(RECORDS FOR THE TASK):
%%
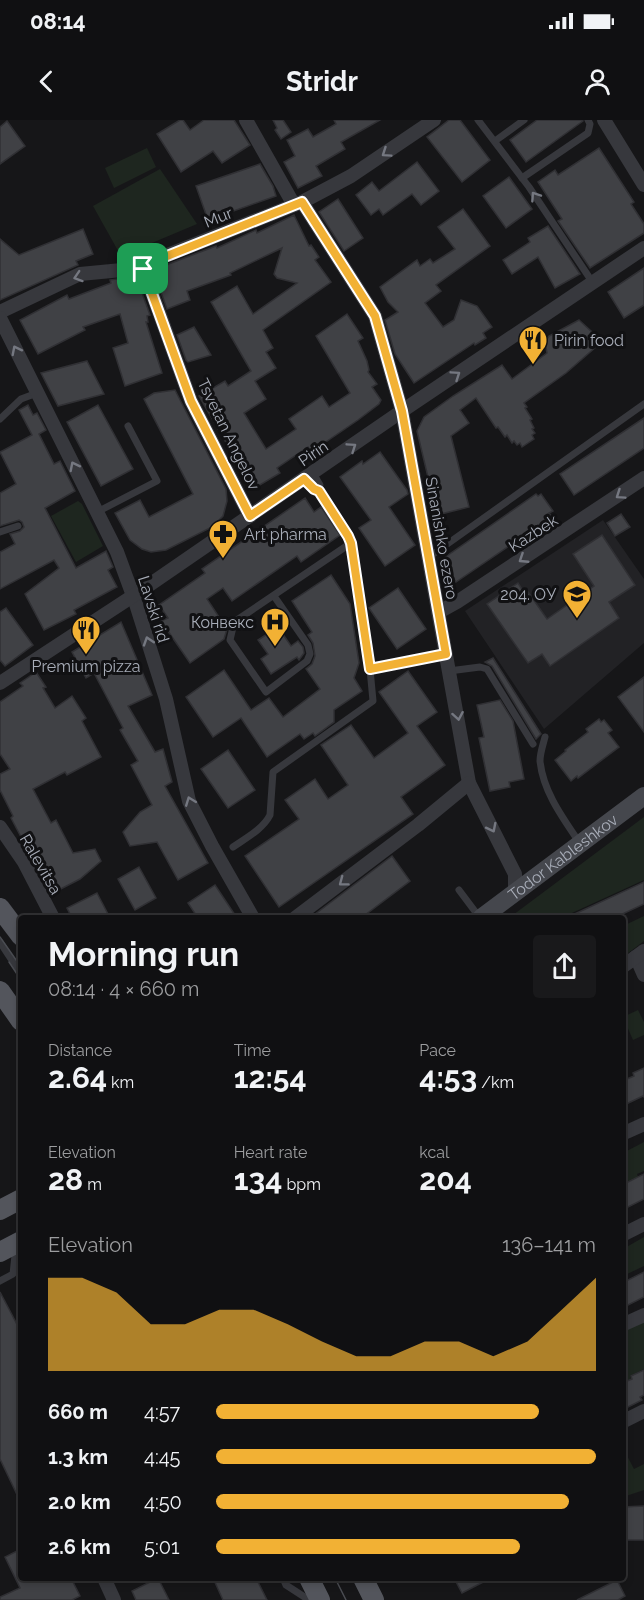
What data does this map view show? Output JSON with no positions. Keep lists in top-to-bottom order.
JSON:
{
  "streets": {
    "main road": ["Todor Kableshkov"],
    "street": [
      "Mur",
      "Tsvetan Angelov",
      "Pirin",
      "Kazbek",
      "Sinanishko ezero",
      "Lavski rid",
      "Ralevitsa"
    ]
  },
  "crossings": [
    ["Mur", "Tsvetan Angelov"],
    ["Mur", "Sinanishko ezero"],
    ["Tsvetan Angelov", "Pirin"],
    ["Pirin", "Sinanishko ezero"],
    ["Pirin", "Lavski rid"],
    ["Kazbek", "Sinanishko ezero"],
    ["Sinanishko ezero", "Todor Kableshkov"]
  ],
  "one_way": [
    "Mur",
    "Pirin",
    "Kazbek",
    "Lavski rid"
  ],
  "places": {
    "restaurant": ["Pirin food", "Premium pizza"],
    "pharmacy": ["Art pharma"],
    "school or university": ["204. ОУ"],
    "hospital": ["Конвекс"]
  },
  "page": {
    "status": "08:14",
    "header": "Stridr",
    "heading": ["Morning run", "08:14 · 4 × 660 m"],
    "stats": [
      ["Distance", "2.64 km"],
      ["Time", "12:54"],
      ["Pace", "4:53 /km"],
      ["Elevation", "28 m"],
      ["Heart rate", "134 bpm"],
      ["kcal", "204"]
    ],
    "chart": ["Elevation", "136–141 m"],
    "list": [
      {
        "name": "660 m",
        "note": "4:57"
      },
      {
        "name": "1.3 km",
        "note": "4:45"
      },
      {
        "name": "2.0 km",
        "note": "4:50"
      },
      {
        "name": "2.6 km",
        "note": "5:01"
      }
    ]
  }
}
%%
(PROMPT):
Return all lines of the material above in which "Todor" occurs.

(EXERCISE SOLUTION):
    "main road": ["Todor Kableshkov"],
    ["Sinanishko ezero", "Todor Kableshkov"]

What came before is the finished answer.